**What is needed**
Please copy exactly the lines from the first in the records through the line that contains "0 #5ac1e5) drop-shadow(-2px", but not the pictures.

**Available data**
* * * * *
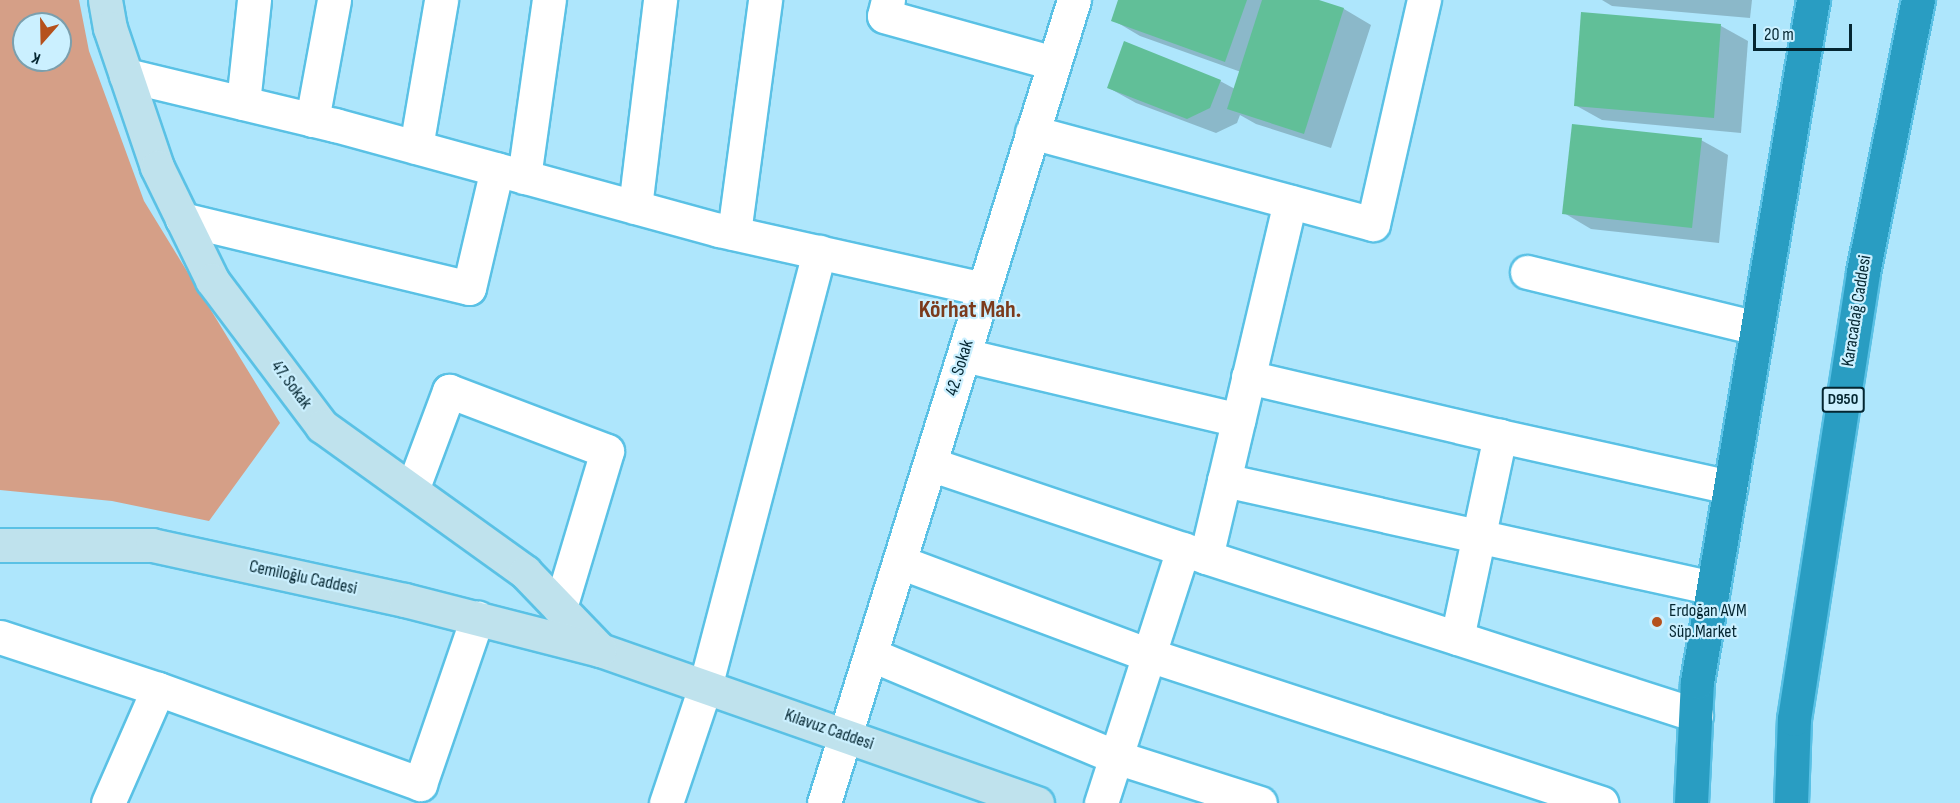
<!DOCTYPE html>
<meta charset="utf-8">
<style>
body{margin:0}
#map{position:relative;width:1960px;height:803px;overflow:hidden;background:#aee6fc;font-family:"Sofia Sans Condensed",sans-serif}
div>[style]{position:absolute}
.green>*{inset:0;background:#d59f87}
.shadow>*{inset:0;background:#0003}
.building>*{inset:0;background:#61bf98}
.roads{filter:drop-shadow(2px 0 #5ac1e5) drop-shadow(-2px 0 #5ac1e5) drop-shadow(0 2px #5ac1e5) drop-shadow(0 -2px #5ac1e5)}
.street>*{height:33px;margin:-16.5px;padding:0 16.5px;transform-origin:16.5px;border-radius:16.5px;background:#fff}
.secondary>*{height:33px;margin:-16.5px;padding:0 16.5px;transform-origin:16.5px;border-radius:16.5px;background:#bfe2ed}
.highway>*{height:33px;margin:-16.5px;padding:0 16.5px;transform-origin:16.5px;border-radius:16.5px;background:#299dc2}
.dots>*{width:16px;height:16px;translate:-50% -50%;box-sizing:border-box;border:3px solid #cbf0ff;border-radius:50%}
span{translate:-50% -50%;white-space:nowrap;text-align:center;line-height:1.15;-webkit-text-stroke:4.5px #cbf0ff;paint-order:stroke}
.shield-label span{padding:2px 4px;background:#cbf0ff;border:2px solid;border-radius:4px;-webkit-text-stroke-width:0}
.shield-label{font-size:16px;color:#042631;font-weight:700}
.street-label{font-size:18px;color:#042631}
.poi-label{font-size:18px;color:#042631}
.left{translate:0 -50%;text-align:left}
.district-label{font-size:24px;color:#7b3a1b;font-weight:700}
.north{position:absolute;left:12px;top:12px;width:60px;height:60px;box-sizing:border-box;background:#cbf0ff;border:2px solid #7b9fad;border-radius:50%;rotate:200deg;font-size:16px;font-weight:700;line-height:24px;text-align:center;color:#042631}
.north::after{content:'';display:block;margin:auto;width:21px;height:27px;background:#b5511d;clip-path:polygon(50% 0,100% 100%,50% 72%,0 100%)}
.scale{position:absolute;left:1753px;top:24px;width:99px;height:27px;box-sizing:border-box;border:3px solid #042631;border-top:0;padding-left:8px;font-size:18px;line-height:21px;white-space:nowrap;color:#042631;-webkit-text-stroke:4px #cbf0ff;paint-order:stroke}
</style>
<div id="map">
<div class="green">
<i style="clip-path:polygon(evenodd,0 0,79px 0,89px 51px,144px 201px,280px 423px,209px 521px,112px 501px,0 490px,0 0,24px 24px,60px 24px,60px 60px,24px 60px,24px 24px)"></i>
</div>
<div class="shadow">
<i style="clip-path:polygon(1120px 0,1315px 0,1344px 9px,1371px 25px,1331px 148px,1256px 124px,1240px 115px,1237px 123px,1216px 133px,1136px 103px,1109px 88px,1220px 81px,1235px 89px,1241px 72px,1140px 36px,1113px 20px)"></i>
<i style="clip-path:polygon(1602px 0,1752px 0,1750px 18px,1612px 6px)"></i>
<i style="clip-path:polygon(1583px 14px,1721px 26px,1748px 41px,1741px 133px,1602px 120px,1575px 105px)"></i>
<i style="clip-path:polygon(1701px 140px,1728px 155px,1719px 243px,1591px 229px,1564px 213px)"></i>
</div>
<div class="building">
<i style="clip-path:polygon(1118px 0,1247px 0,1225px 62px,1111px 21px)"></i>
<i style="clip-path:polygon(1262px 0,1319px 0,1344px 8px,1304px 134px,1227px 109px)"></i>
<i style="clip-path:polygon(1581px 12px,1721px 24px,1714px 118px,1574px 106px)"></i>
<i style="clip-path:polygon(1124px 41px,1221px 80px,1210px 108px,1187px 119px,1107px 88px)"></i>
<i style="clip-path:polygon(1572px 124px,1702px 138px,1692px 228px,1562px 214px)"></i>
</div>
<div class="roads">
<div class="street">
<i style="left:888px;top:0;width:16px;rotate:104deg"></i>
<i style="left:884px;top:16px;width:175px;rotate:15.5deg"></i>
<i style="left:126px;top:75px;width:215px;rotate:13.5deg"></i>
<i style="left:335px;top:125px;width:398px;rotate:15.3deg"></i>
<i style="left:719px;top:230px;width:271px;rotate:12.6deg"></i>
<i style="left:243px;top:103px;width:104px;rotate:-83.9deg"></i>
<i style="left:312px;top:120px;width:122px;rotate:-79.6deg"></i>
<i style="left:1032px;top:132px;width:353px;rotate:15.1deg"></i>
<i style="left:1373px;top:224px;width:230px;rotate:-77.2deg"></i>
<i style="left:416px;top:147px;width:149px;rotate:-80.3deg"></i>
<i style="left:524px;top:177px;width:179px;rotate:-82deg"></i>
<i style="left:635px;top:207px;width:209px;rotate:-83.1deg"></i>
<i style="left:182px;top:219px;width:295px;rotate:13.5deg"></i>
<i style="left:469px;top:288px;width:122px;rotate:-76.8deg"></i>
<i style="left:734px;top:233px;width:235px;rotate:-82.4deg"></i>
<i style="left:1527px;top:272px;width:237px;rotate:13.7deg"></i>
<i style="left:964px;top:355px;width:282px;rotate:13.3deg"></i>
<i style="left:1248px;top:377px;width:259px;rotate:13.2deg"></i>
<i style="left:930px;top:464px;width:291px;rotate:18.6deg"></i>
<i style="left:1206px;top:557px;width:365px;rotate:-76.7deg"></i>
<i style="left:1224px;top:480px;width:501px;rotate:12.45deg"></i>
<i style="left:412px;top:490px;width:106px;rotate:-69.5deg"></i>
<i style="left:449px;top:391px;width:169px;rotate:20.8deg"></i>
<i style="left:607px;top:451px;width:164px;rotate:106.7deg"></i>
<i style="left:1206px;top:557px;width:515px;rotate:17.87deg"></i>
<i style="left:900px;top:562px;width:266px;rotate:20.5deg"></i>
<i style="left:1149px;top:655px;width:476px;rotate:18.1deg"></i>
<i style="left:0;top:637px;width:166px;rotate:18.2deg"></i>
<i style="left:158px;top:689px;width:124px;rotate:113.7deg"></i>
<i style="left:1457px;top:638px;width:207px;rotate:-78deg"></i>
<i style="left:1500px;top:436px;width:236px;rotate:12.5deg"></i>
<i style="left:872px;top:655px;width:264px;rotate:22.7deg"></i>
<i style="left:1116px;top:757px;width:151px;rotate:17.7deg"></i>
<i style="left:158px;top:689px;width:279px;rotate:19.9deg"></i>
<i style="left:420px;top:784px;width:176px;rotate:-71deg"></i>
<i style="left:666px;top:803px;width:122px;rotate:-71.4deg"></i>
<i style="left:705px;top:687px;width:450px;rotate:-75.3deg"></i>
<i style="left:824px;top:803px;width:841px;rotate:-72.71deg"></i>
<i style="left:1101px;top:803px;width:267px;rotate:-72.1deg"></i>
</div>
<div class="secondary">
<i style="left:105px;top:0;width:28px;rotate:80deg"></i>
<i style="left:110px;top:28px;width:147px;rotate:71.3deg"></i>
<i style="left:157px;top:167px;width:126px;rotate:64deg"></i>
<i style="left:212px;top:280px;width:183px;rotate:53deg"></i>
<i style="left:322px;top:426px;width:250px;rotate:35.7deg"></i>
<i style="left:525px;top:572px;width:108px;rotate:46.1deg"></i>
<i style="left:600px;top:650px;width:463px;rotate:19.3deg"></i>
<i style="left:0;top:545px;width:152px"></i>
<i style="left:152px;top:545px;width:259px;rotate:12.3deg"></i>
<i style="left:405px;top:600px;width:201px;rotate:14.4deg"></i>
</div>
<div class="highway">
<i style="left:1691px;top:803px;width:121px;rotate:-87.2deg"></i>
<i style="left:1697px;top:682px;width:692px;rotate:-80.35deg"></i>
<i style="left:1791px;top:803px;width:84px;rotate:-88deg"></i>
<i style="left:1794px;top:719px;width:452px;rotate:-81.2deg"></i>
<i style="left:1863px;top:272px;width:278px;rotate:-78.6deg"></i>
</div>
</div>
<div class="dots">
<i style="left:1657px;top:622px;background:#b5511d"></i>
</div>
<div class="shield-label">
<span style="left:1843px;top:400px">D950</span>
</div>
<div class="street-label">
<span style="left:1857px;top:311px;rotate:-81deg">Karacadağ Caddesi</span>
<span style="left:960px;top:368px;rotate:-73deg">42. Sokak</span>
<span style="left:291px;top:385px;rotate:53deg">47. Sokak</span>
<span style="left:303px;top:578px;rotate:12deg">Cemiloğlu Caddesi</span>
<span style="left:829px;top:730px;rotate:19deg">Kılavuz Caddesi</span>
</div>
<div class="poi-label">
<span class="left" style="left:1669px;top:622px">Erdoğan AVM<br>Süp.Market</span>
</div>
<div class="district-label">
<span style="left:970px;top:310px">Körhat Mah.</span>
</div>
<div class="north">K</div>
<div class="scale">20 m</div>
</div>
* * * * *
**Answer box**
<!DOCTYPE html>
<meta charset="utf-8">
<style>
body{margin:0}
#map{position:relative;width:1960px;height:803px;overflow:hidden;background:#aee6fc;font-family:"Sofia Sans Condensed",sans-serif}
div>[style]{position:absolute}
.green>*{inset:0;background:#d59f87}
.shadow>*{inset:0;background:#0003}
.building>*{inset:0;background:#61bf98}
.roads{filter:drop-shadow(2px 0 #5ac1e5) drop-shadow(-2px 0 #5ac1e5) drop-shadow(0 2px #5ac1e5) drop-shadow(0 -2px #5ac1e5)}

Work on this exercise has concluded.